:: Problem ::
The required answer is an exact copy of the records below, without pictures.

(Stored data entries)

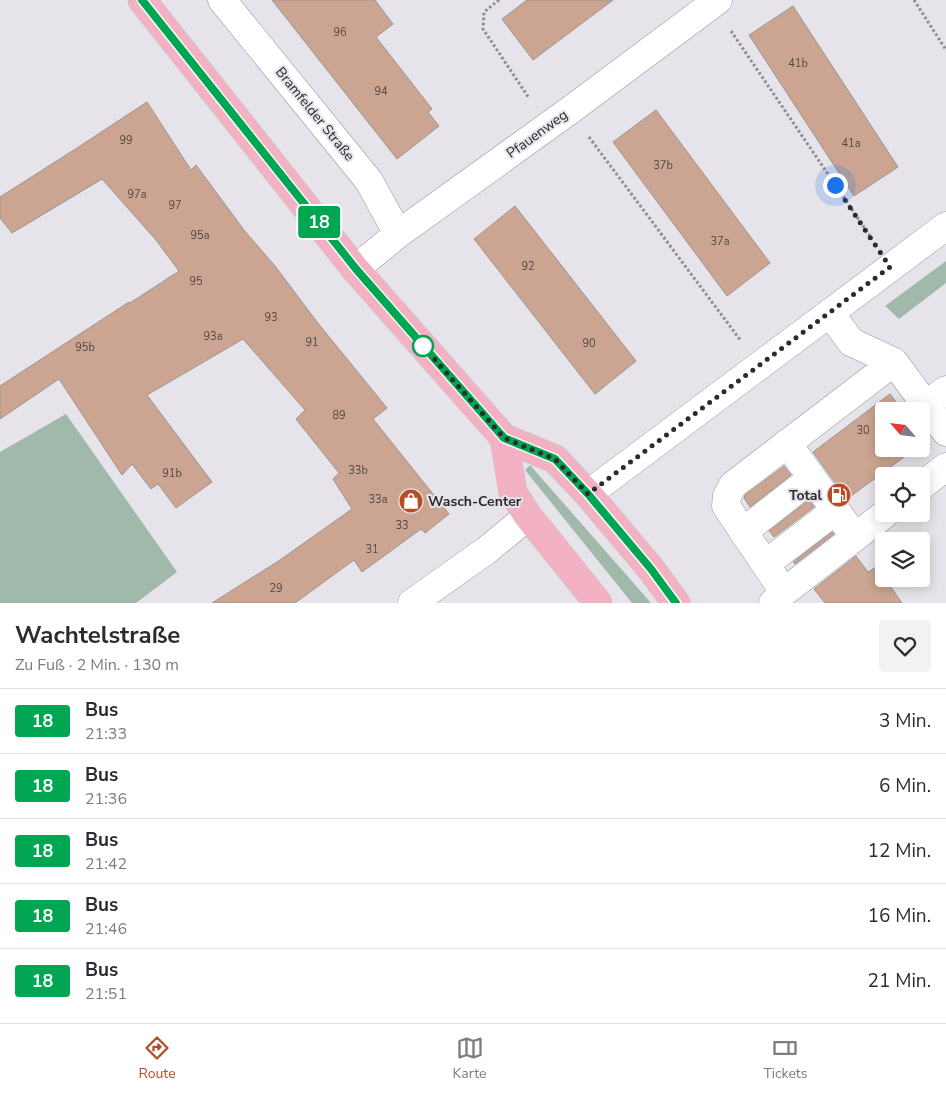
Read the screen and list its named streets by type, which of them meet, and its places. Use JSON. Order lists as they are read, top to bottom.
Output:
{
  "streets": {
    "street": ["Bramfelder Straße", "Pfauenweg"]
  },
  "crossings": [
    ["Bramfelder Straße", "Pfauenweg"]
  ],
  "places": {
    "fuel station": ["Total"],
    "shop": ["Wasch-Center"]
  },
  "lines": ["bus line 18"],
  "house_numbers": [
    "96",
    "41b",
    "94",
    "99",
    "41a",
    "37b",
    "97a",
    "97",
    "95a",
    "37a",
    "92",
    "95",
    "93",
    "93a",
    "91",
    "90",
    "95b",
    "89",
    "30",
    "33b",
    "91b",
    "33a",
    "33",
    "31",
    "29"
  ],
  "north": "top left",
  "page": {
    "on_map": "18",
    "heading": ["Wachtelstraße", "Zu Fuß · 2 Min. · 130 m"],
    "list": [
      {
        "mark": "18",
        "name": "Bus",
        "note": "21:33",
        "value": "3 Min."
      },
      {
        "mark": "18",
        "name": "Bus",
        "note": "21:36",
        "value": "6 Min."
      },
      {
        "mark": "18",
        "name": "Bus",
        "note": "21:42",
        "value": "12 Min."
      },
      {
        "mark": "18",
        "name": "Bus",
        "note": "21:46",
        "value": "16 Min."
      },
      {
        "mark": "18",
        "name": "Bus",
        "note": "21:51",
        "value": "21 Min."
      }
    ],
    "tabs": ["Route", "Karte", "Tickets"]
  }
}
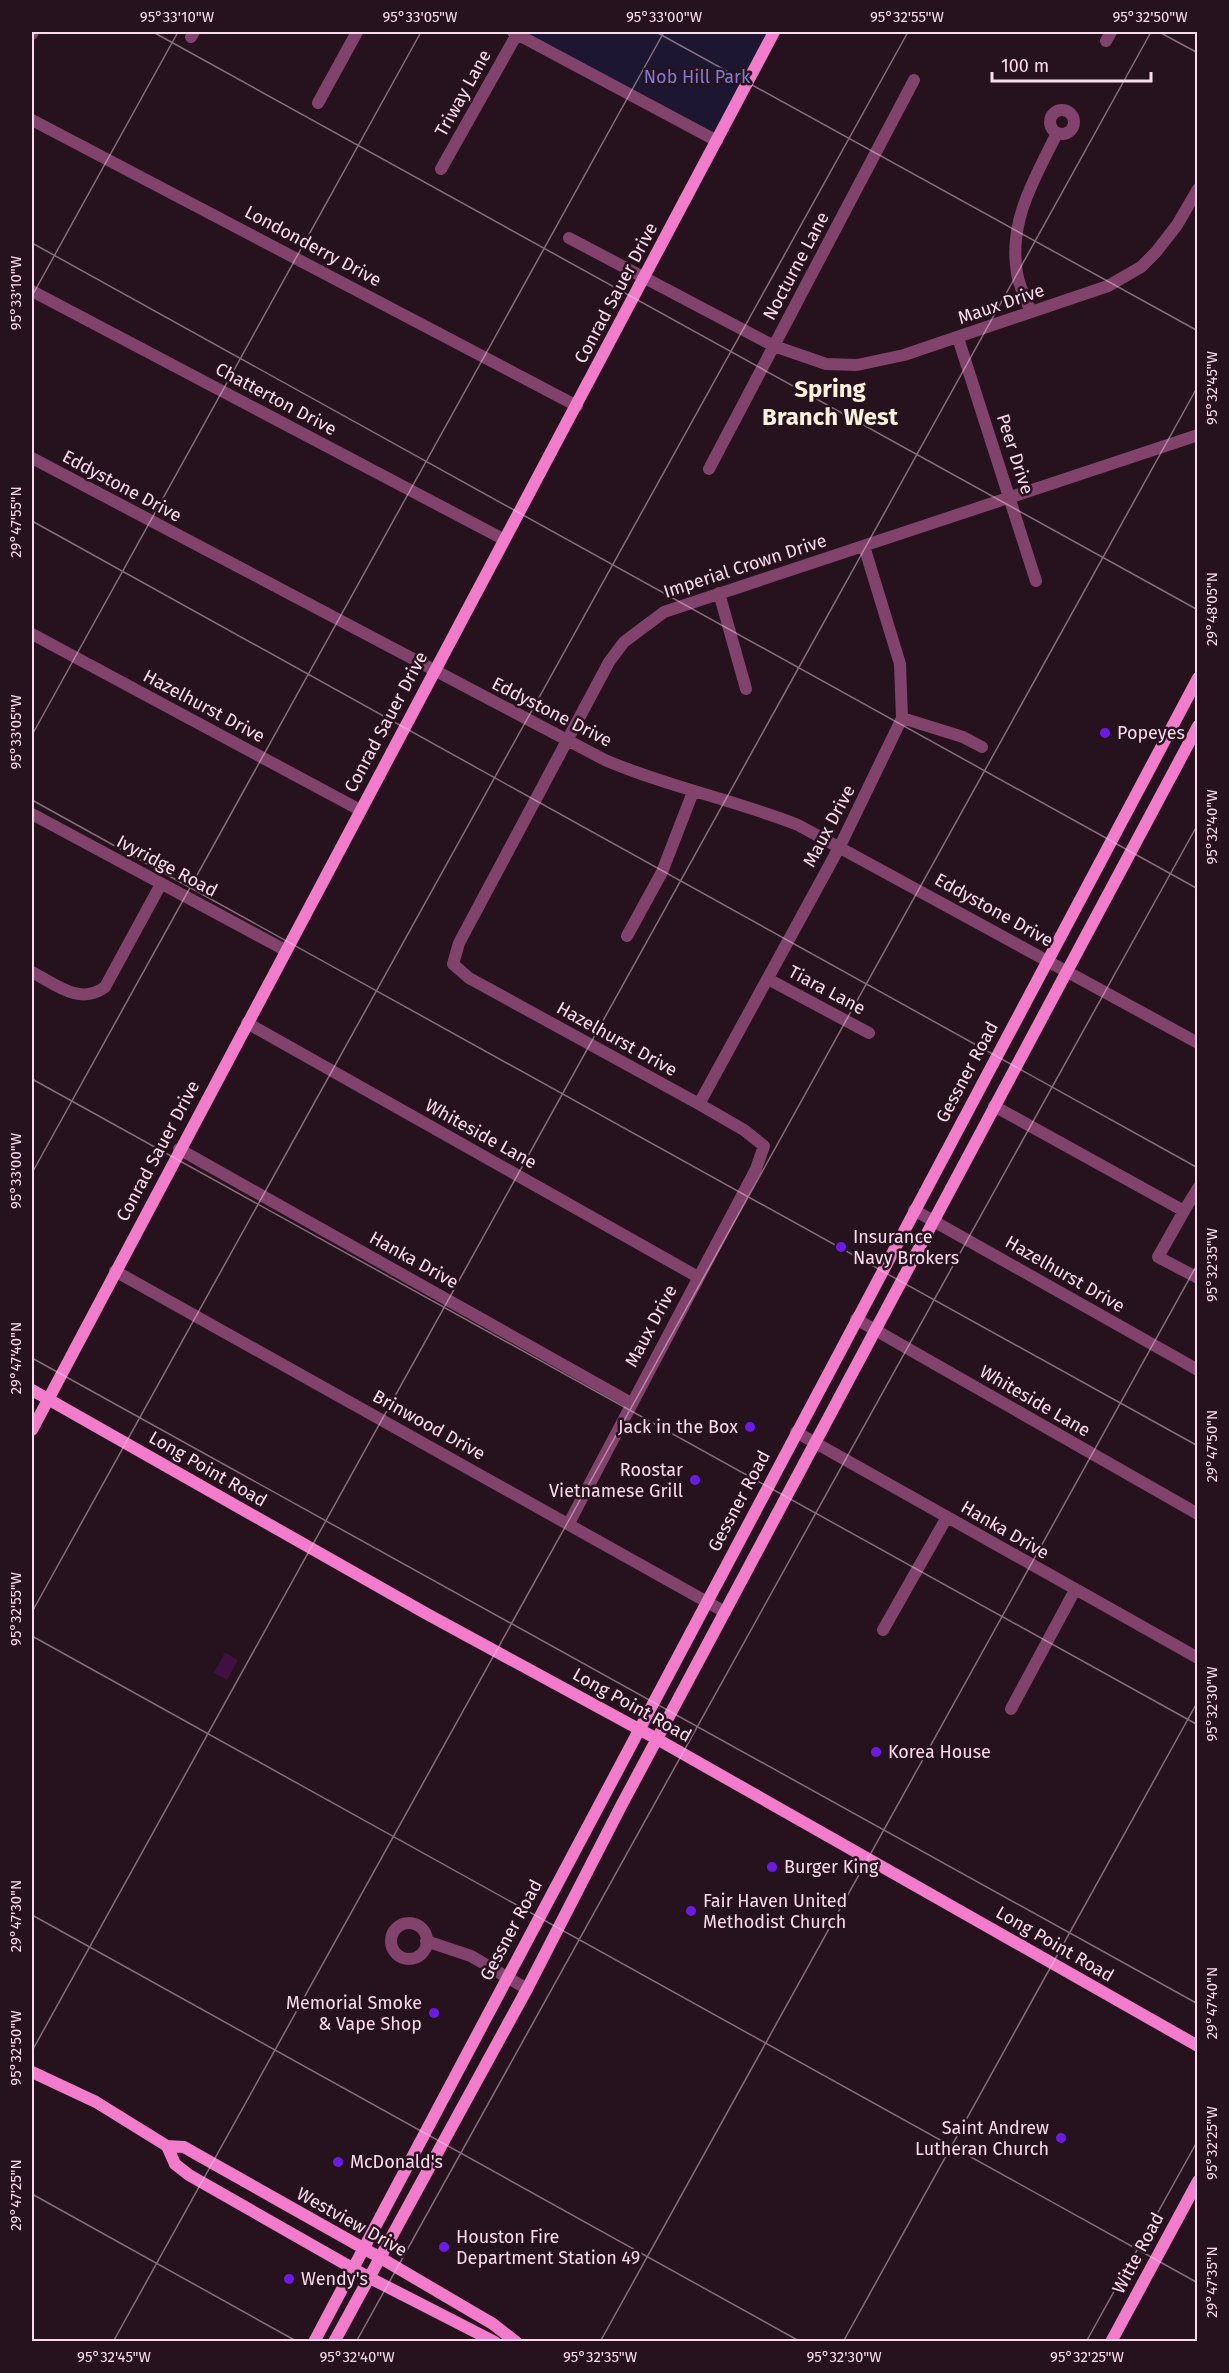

:: Response area ::
Read the screen and list its named streets by type, which of them meet, and its places. Use JSON. Order lists as they are read, top to bottom.
Output:
{
  "streets": {
    "street": ["Bramfelder Straße", "Pfauenweg"]
  },
  "crossings": [
    ["Bramfelder Straße", "Pfauenweg"]
  ],
  "places": {
    "fuel station": ["Total"],
    "shop": ["Wasch-Center"]
  },
  "lines": ["bus line 18"],
  "house_numbers": [
    "96",
    "41b",
    "94",
    "99",
    "41a",
    "37b",
    "97a",
    "97",
    "95a",
    "37a",
    "92",
    "95",
    "93",
    "93a",
    "91",
    "90",
    "95b",
    "89",
    "30",
    "33b",
    "91b",
    "33a",
    "33",
    "31",
    "29"
  ],
  "north": "top left",
  "page": {
    "on_map": "18",
    "heading": ["Wachtelstraße", "Zu Fuß · 2 Min. · 130 m"],
    "list": [
      {
        "mark": "18",
        "name": "Bus",
        "note": "21:33",
        "value": "3 Min."
      },
      {
        "mark": "18",
        "name": "Bus",
        "note": "21:36",
        "value": "6 Min."
      },
      {
        "mark": "18",
        "name": "Bus",
        "note": "21:42",
        "value": "12 Min."
      },
      {
        "mark": "18",
        "name": "Bus",
        "note": "21:46",
        "value": "16 Min."
      },
      {
        "mark": "18",
        "name": "Bus",
        "note": "21:51",
        "value": "21 Min."
      }
    ],
    "tabs": ["Route", "Karte", "Tickets"]
  }
}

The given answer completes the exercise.